To create a TCP server, use
SocketServer.StreamRequestHandler from the standard library.
class RequestHandler(SocketServer.StreamRequestHandler): def handle(self): data = self.request.recv(1024) method, url, headers = parse_http_request(data) if url is not None: response = fetch_file(server_jid, client_jid, password, url) self.wfile.write(response) self.request.close()
The
parse_http_request () function parses an HTTP request, pulling out url, headers and http version from it;
fetch_file () - requests a
url using a bot client.
Conclusion
The full source code is available
here as a shar archive (you need to run the file and execute it as a shell script).
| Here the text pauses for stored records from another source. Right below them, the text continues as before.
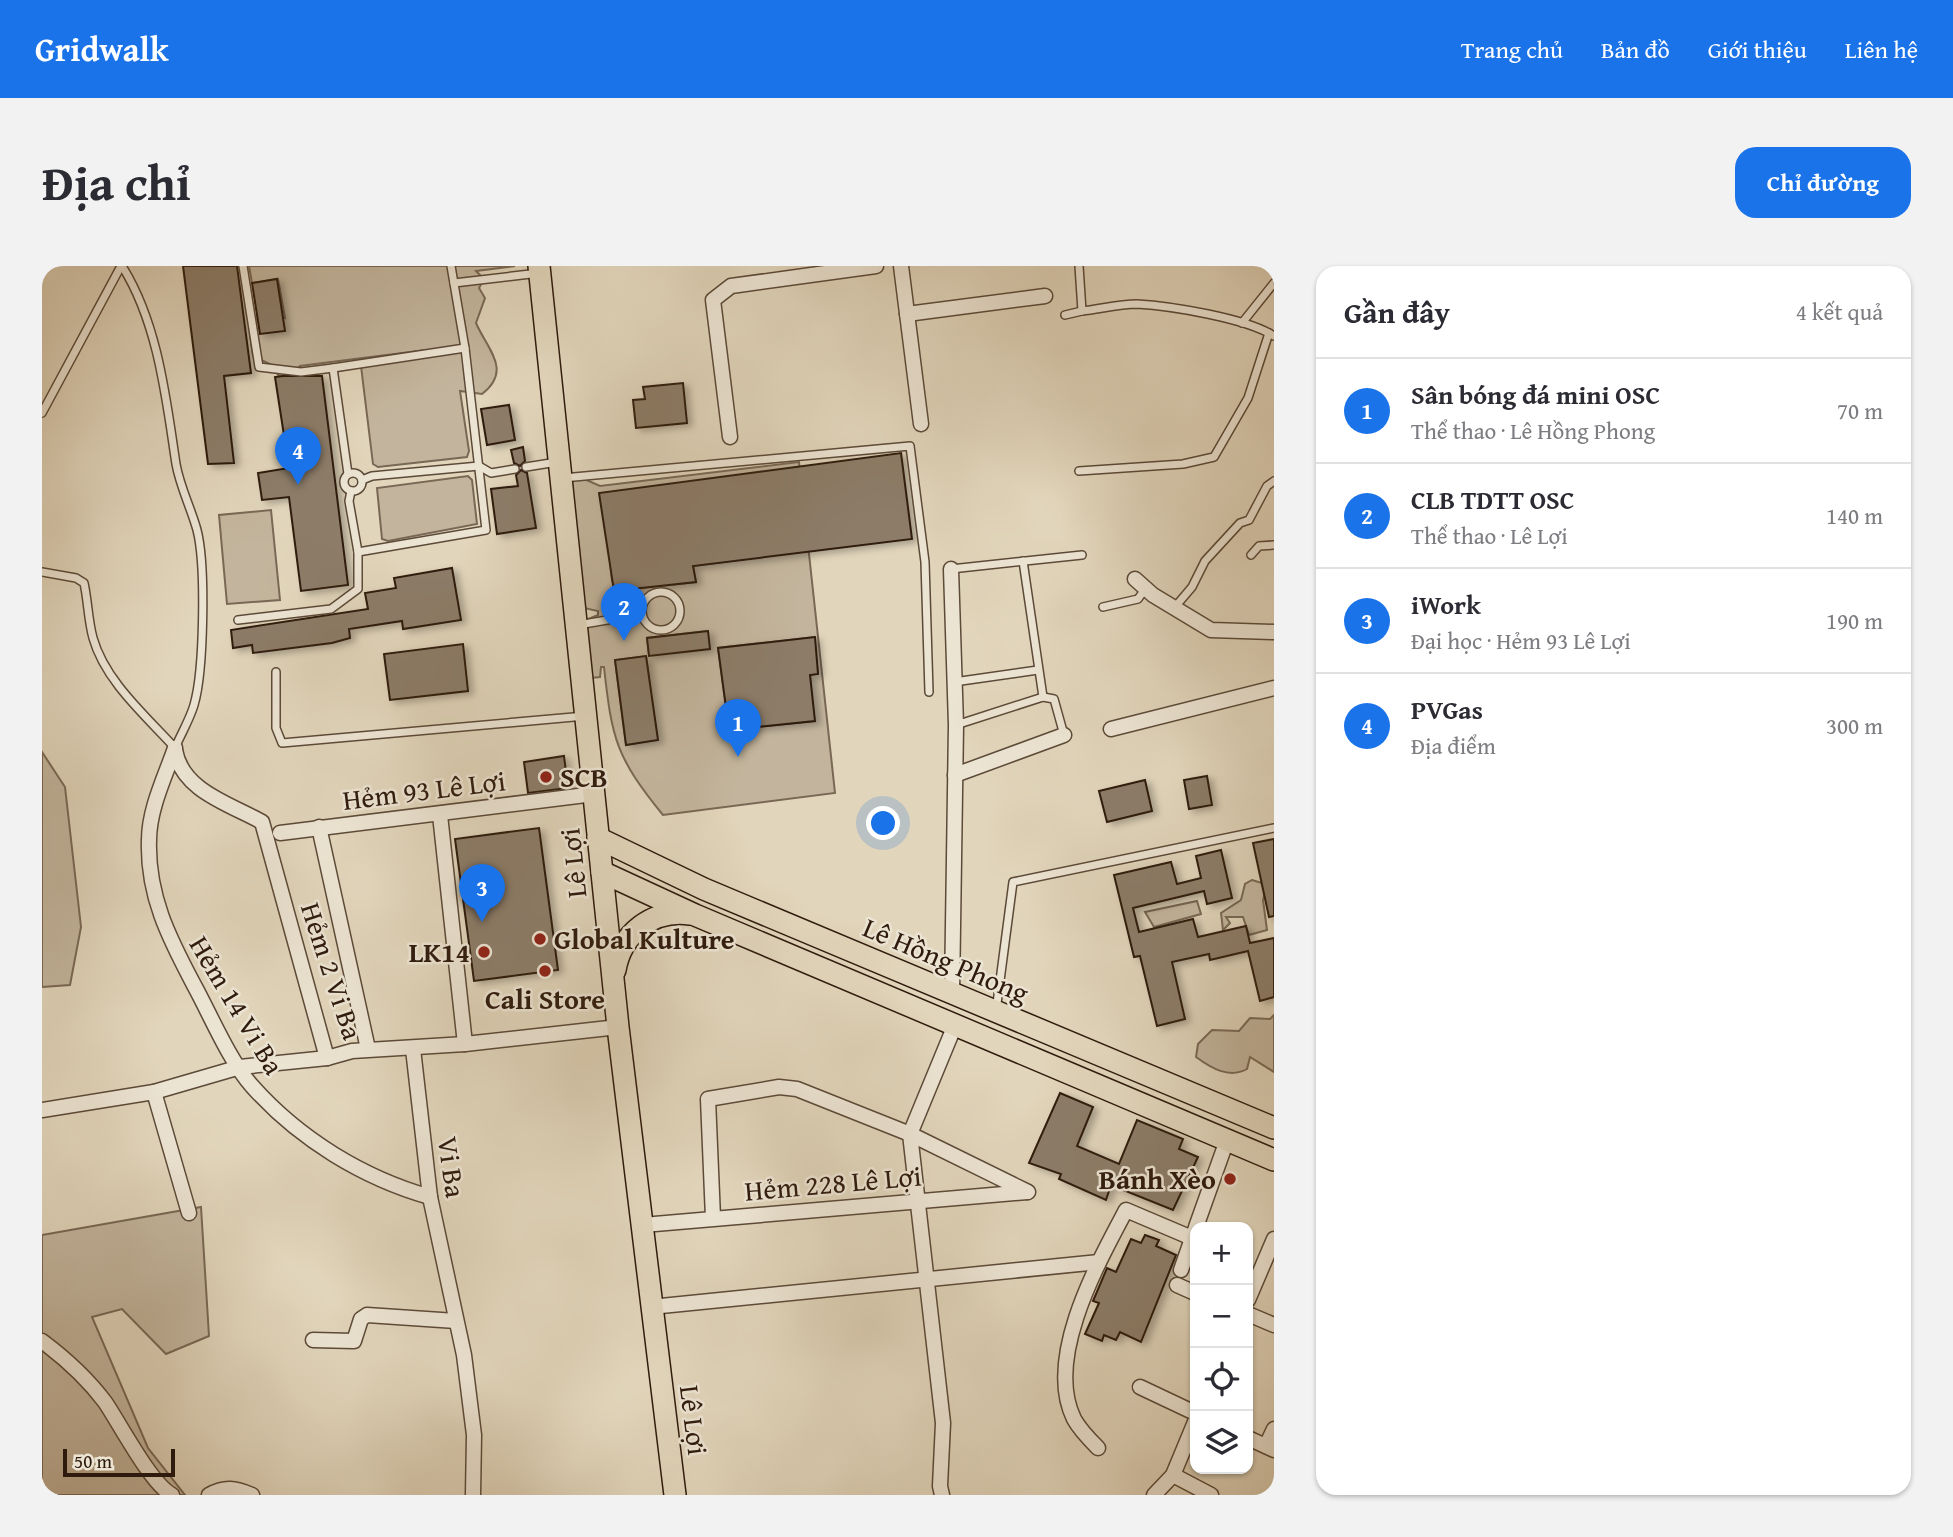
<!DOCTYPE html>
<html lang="vi">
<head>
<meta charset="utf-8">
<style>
	:root { --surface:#fff; --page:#f2f2f3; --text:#2b2b33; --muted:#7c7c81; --line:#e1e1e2; --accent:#1a73e8 }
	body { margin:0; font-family:"Gentium Book Plus",serif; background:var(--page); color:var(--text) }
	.controls { position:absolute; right:21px; bottom:21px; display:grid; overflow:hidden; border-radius:14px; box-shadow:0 2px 5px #0004 }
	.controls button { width:63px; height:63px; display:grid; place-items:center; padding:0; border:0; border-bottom:2px solid var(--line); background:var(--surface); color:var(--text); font:35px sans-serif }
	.scale { position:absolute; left:21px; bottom:18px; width:112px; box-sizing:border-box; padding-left:7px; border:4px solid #2f1b0d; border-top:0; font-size:19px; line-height:24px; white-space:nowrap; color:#2f1b0d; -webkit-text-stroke:5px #ece4d3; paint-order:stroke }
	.you { position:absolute; left:842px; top:558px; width:24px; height:24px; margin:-18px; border:5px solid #fff; border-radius:50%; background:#1a73e8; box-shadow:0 0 0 10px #1a73e833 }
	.badge { display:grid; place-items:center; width:46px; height:46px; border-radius:50%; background:var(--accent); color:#fff; font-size:23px; font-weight:700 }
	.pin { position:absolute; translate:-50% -58px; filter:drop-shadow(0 2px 4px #0008) }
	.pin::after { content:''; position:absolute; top:37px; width:24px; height:21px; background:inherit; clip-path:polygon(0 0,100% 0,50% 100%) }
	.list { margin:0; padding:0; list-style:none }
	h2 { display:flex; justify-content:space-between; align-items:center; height:91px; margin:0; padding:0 28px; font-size:30px }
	h2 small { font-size:23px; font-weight:400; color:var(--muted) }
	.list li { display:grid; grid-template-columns:46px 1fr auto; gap:21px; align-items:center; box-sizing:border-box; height:105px; padding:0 28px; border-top:2px solid var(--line) }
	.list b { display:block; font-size:26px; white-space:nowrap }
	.list p { margin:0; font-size:23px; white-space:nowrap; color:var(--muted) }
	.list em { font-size:23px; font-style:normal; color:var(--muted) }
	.icon { flex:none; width:38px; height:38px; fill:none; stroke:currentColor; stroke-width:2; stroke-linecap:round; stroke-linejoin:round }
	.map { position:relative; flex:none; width:1232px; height:1229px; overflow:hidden; border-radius:21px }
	header { display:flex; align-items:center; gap:42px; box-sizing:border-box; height:98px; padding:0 35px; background:var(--accent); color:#fff }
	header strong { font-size:33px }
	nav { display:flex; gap:38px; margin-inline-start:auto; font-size:24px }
	.intro { display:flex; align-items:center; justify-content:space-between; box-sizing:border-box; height:168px; padding:0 42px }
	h1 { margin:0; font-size:49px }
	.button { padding:18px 32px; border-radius:21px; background:var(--accent); color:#fff; font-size:24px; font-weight:700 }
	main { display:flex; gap:42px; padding:0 42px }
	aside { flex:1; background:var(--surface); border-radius:21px; box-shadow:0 2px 5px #0004 }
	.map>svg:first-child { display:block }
	.green { fill:#c3b59d; stroke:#796855; stroke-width:2; fill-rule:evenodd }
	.building { fill:#8c7c67; stroke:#2f1b0d; stroke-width:2; filter:url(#shadow) }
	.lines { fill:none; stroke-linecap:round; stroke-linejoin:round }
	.lane-casing { stroke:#5c4a38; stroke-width:10 }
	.street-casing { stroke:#5c4a38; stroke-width:17 }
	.primary-casing { stroke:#2f1b0d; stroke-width:24 }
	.lane { stroke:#ece4d3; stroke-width:7 }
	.street { stroke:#ece4d3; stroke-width:14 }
	.primary { stroke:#e1d5bb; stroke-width:21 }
	.poi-dot { fill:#8f2418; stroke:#ece4d3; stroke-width:2.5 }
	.labels { text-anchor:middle; stroke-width:5; stroke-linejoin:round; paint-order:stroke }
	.poi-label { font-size:28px; font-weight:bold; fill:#2f1b0d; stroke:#ece4d3; text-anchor:start }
	.street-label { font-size:28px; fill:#2f1b0d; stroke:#ece4d3 }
</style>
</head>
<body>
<header>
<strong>Gridwalk</strong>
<nav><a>Trang chủ</a><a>Bản đồ</a><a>Giới thiệu</a><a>Liên hệ</a></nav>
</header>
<div class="intro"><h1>Địa chỉ</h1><a class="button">Chỉ đường</a></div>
<main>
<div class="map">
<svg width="1232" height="1229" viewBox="0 0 1232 1229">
	<defs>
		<filter id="shadow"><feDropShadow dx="5" dy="3" stdDeviation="3.5" flood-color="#0004"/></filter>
	</defs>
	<rect width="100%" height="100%" fill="#e1d5bb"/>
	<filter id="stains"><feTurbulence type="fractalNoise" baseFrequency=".00286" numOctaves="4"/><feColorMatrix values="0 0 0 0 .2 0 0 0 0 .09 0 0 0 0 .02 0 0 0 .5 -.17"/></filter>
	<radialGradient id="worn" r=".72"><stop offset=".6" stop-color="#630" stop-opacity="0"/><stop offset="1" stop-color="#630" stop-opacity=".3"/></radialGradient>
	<g class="green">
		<path d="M207 0H473L434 5 442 13 437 22 443 32 434 57C445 83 471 104 440 128L418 125 427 185 425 191 336 201 331 198 319 100 384 89 383 84 258 100 248 111 237 110 228 98 211 90 208 68 212 53 234 49 243 52 236 13 210 17Z"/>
		<path d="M757 196 793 527 621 549C574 491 570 474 562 401H559L558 411 549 412 544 354 556 349V345L528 339C511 295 520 251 524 205L558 220ZM561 227 764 285 651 300 654 316 580 324 579 319 570 315ZM665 365H666L607 389 605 372ZM772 371 776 407 768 409 772 455 687 464 676 382ZM604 390 615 474 584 478 573 394Z"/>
		<path d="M426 210 430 214 435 258 346 275 340 273 335 222Z"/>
		<path d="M229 244 238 334 185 338 177 249Z"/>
		<path d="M0 486 23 521 39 661 28 719 0 721Z"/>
		<path d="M1210 614 1220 617 1223 627 1221 634 1225 664 1207 669 1201 651H1184L1188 657 1181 664 1179 647 1199 634 1203 618Z"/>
		<path d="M1155 635 1159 648 1112 661 1103 646Z"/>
		<path d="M1232 749V806L1208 791 1205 803C1187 813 1169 802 1154 791L1156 778 1170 764 1197 765 1208 752 1228 753Z"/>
		<path d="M159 941 167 1070 124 1088 80 1043 50 1051 106 1182 143 1229H0V969Z"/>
	</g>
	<g class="building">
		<path d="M141 0H195L209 107 182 110 192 197 166 198Z"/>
		<path d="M235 13 243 65 218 68 210 17Z"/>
		<path d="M241 110H280L306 319 259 325 247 231 220 234 216 207 247 202 233 111Z"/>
		<path d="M641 117 645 157 594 162 591 134 603 133 601 121Z"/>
		<path d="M467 139 473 174 445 179 439 143Z"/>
		<path d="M481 181 483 195 478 200 472 197 469 184Z"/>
		<path d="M859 187 870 273 651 300 654 316 572 325 557 227Z"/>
		<path d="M479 204 485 207 494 262 455 268 449 223 476 220 474 209Z"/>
		<path d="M410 302 419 354 361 363 360 355 307 363 308 372 290 377 211 387 210 379 191 382 189 364 326 343 323 327 354 322 352 312Z"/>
		<path d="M666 365 668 383 607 390 605 372Z"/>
		<path d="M773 371 776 408 768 409 773 455 687 464 676 382Z"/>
		<path d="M421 378 426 425 348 434 342 388Z"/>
		<path d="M604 390 616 474 584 479 573 394Z"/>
		<path d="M522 490 526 522 486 527 482 496Z"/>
		<path d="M1165 510 1170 539 1147 543 1142 514Z"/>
		<path d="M1103 514 1110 545 1065 556 1057 525Z"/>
		<path d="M497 562 516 704 432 715 413 573Z"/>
		<path d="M1232 573V650L1227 651 1211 577Z"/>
		<path d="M1179 584 1190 632 1165 638 1162 625 1091 642 1097 666 1151 653 1156 671 1204 660 1208 677 1232 672V731L1218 735 1206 685 1168 694 1167 688 1130 696 1143 753 1115 760 1098 690 1092 691 1072 609 1129 596 1135 618 1159 612 1154 590Z"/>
		<path d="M1018 827 1051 841 1035 880 1077 898 1095 854 1141 873 1137 883 1156 891 1131 944 1069 919 1064 934 1017 913 1019 908 987 897Z"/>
		<path d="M1103 969 1117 974 1114 980 1134 989 1099 1076 1078 1066 1074 1074 1062 1069 1060 1075 1043 1068 1057 1037 1051 1035 1065 1002 1074 1006 1089 973 1099 977Z"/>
	</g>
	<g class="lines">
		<g class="lane-casing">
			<g id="lane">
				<path d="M201 0 217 101 259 106 291 102 306 208"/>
				<path d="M412 17 497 7"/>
				<path d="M1040 45C1058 43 1077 38 1095 38 1129 40 1204 52 1232 70"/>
				<path d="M1023 49 1040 45 1037 0"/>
				<path d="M1200 57 1232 17"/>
				<path d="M291 102 423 82"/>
				<path d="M0 147 79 0"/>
				<path d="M484 201 515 196"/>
				<path d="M1037 205 1141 198 1172 191 1206 132 1227 67"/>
				<circle cx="311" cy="216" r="9"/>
				<path d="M521 212 868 180 883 296 887 426"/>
				<path d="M320 214 330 210 437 200 449 207 473 203"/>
				<path d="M316 286 444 264 423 82 409 0"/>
				<path d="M1209 289 1217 280 1232 279"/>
				<path d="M981 295 1001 431"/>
				<path d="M909 303 1040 289"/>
				<path d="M0 306 34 312 42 317C46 335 46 354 51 372 63 415 104 450 133 482 139 468 148 453 152 439 162 405 164 299 155 264 149 242 138 221 134 198 124 132 116 57 80 0"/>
				<circle cx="619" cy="345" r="19"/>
				<path d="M1061 341 1096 333 1103 323"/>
				<path d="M1133 341 1150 321 1163 295 1198 257 1207 254 1225 220 1232 215"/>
				<path d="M196 354 289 343 316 323V286L307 235 309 225"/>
				<path d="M536 359 600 348"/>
				<path d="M234 406V462L240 477 543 450"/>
				<path d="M912 416 996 404"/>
				<path d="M914 459 1001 431 1012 433 1022 469"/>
				<path d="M954 745 971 616 1232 562"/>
			</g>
		</g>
		<g class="street-casing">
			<g id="street">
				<path d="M859 0 879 158"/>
				<path d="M865 48 1003 30"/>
				<path d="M688 171 671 34 689 20 834 0"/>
				<path d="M909 303 914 459 910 727"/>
				<path d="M1093 313 1111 329 1169 364 1232 366"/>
				<path d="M1069 463 1232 422"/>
				<path d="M133 482C123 511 107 543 107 574 105 629 127 672 152 719 169 750 187 794 210 820 257 873 321 912 388 931"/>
				<path d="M133 484C140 525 188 538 220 556L285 792"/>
				<path d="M913 509 1022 469"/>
				<path d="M398 549 423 778"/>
				<path d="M277 561 326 783"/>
				<path d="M238 567 552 528"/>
				<path d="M371 783 388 931 422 1089 432 1169 431 1229"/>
				<path d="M112 826 147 947"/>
				<path d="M0 844 112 826 198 801 285 792 310 785 423 778 576 761"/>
				<path d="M671 952 666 833 737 821 755 823 868 868 986 926"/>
				<path d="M601 959 985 926"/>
				<path d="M1154 961 1185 874"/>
				<path d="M1139 1004 1153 964"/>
				<path d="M1135 1019 1153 1027"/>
				<path d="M1206 1034 1232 973"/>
				<path d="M609 1041 1057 996"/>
				<path d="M1206 1048 1232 1059"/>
				<path d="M271 1074 312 1075 319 1053 325 1049 414 1055"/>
				<path d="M0 1075C24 1093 45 1112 63 1136 78 1158 109 1218 130 1229"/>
				<path d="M1098 1121 1153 1147"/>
				<path d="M1206 1172 1232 1184"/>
				<path d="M1224 1180 1232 1163"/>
				<path d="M1056 1182C1047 1173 1038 1164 1032 1153 1002 1092 1056 997 1084 944L1150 972"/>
				<path d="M1131 1209 1169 1229"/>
				<path d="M167 1229C183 1220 193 1222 210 1229"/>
				<path d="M900 1229 898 1220 901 1157 868 868 913 759"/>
				<path d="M1112 1229 1131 1209 1153 1156"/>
			</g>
		</g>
		<g class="primary-casing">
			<g id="primary">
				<path d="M497 0 576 761 633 1229"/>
				<path d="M556 572 662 623 1232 862"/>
				<path d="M560 606 653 649 1232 894"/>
				<path d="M573 704C579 668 610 643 648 648"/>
			</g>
		</g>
		<use href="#lane" class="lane"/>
		<use href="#street" class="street"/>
		<use href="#primary" class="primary"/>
	</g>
	<g class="poi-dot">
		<circle cx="504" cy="511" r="7"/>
		<circle cx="498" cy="673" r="7"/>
		<circle cx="442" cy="686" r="7"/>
		<circle cx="503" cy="705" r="7"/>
		<circle cx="1188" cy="913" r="7"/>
	</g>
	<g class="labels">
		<g class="poi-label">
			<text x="518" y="521">SCB</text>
			<text x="512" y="683">Global Kulture</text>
			<text x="428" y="696" text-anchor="end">LK14</text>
			<text x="503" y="743" text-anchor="middle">Cali Store</text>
			<text x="1174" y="923" text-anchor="end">Bánh Xèo</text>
		</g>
		<g class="street-label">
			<text transform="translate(382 524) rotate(-7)" y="10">Hẻm 93 Lê Lợi</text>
			<text transform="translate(531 597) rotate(-96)" y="10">Lê Lợi</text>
			<text transform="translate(904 694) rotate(23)" y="10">Lê Hồng Phong</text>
			<text transform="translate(290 705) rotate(72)" y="10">Hẻm 2 Vi Ba</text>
			<text transform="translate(195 739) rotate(59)" y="10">Hẻm 14 Vi Ba</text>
			<text transform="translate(410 901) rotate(82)" y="10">Vi Ba</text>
			<text transform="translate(791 917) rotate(-5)" y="10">Hẻm 228 Lê Lợi</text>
			<text transform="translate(652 1154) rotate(83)" y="10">Lê Lợi</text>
		</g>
	</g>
	<rect width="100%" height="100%" filter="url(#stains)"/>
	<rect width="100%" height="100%" fill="url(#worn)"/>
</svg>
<div class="controls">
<button>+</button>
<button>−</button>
<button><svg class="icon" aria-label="locate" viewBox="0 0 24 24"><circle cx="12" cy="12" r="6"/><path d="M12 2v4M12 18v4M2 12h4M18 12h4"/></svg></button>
<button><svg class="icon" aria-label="layers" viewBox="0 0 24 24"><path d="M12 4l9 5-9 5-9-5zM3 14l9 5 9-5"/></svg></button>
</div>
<div class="scale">50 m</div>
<div class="you"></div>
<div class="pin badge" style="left:696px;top:491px">1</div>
<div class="pin badge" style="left:582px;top:375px">2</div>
<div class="pin badge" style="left:440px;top:656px">3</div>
<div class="pin badge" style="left:256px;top:219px">4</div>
</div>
<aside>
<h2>Gần đây<small>4 kết quả</small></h2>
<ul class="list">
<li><span class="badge">1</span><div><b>Sân bóng đá mini OSC</b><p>Thể thao · Lê Hồng Phong</p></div><em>70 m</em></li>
<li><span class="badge">2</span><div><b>CLB TDTT OSC</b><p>Thể thao · Lê Lợi</p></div><em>140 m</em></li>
<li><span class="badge">3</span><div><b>iWork</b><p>Đại học · Hẻm 93 Lê Lợi</p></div><em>190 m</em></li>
<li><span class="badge">4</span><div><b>PVGas</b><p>Địa điểm</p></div><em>300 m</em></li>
</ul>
</aside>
</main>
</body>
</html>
Of course, this is more a prototype than a full-fledged application, but the prototype is working and at least downloads small files without problems. This should be enough for the main purpose of the article: to demonstrate the "non-interactive" application of the IM bot.
A lot of things can be improved in the project - from adding authentication, normal support for request types, and ending with performance work. It is very interesting, what kind of performance can be achieved with such an architecture, the study of which, perhaps, I will soon do.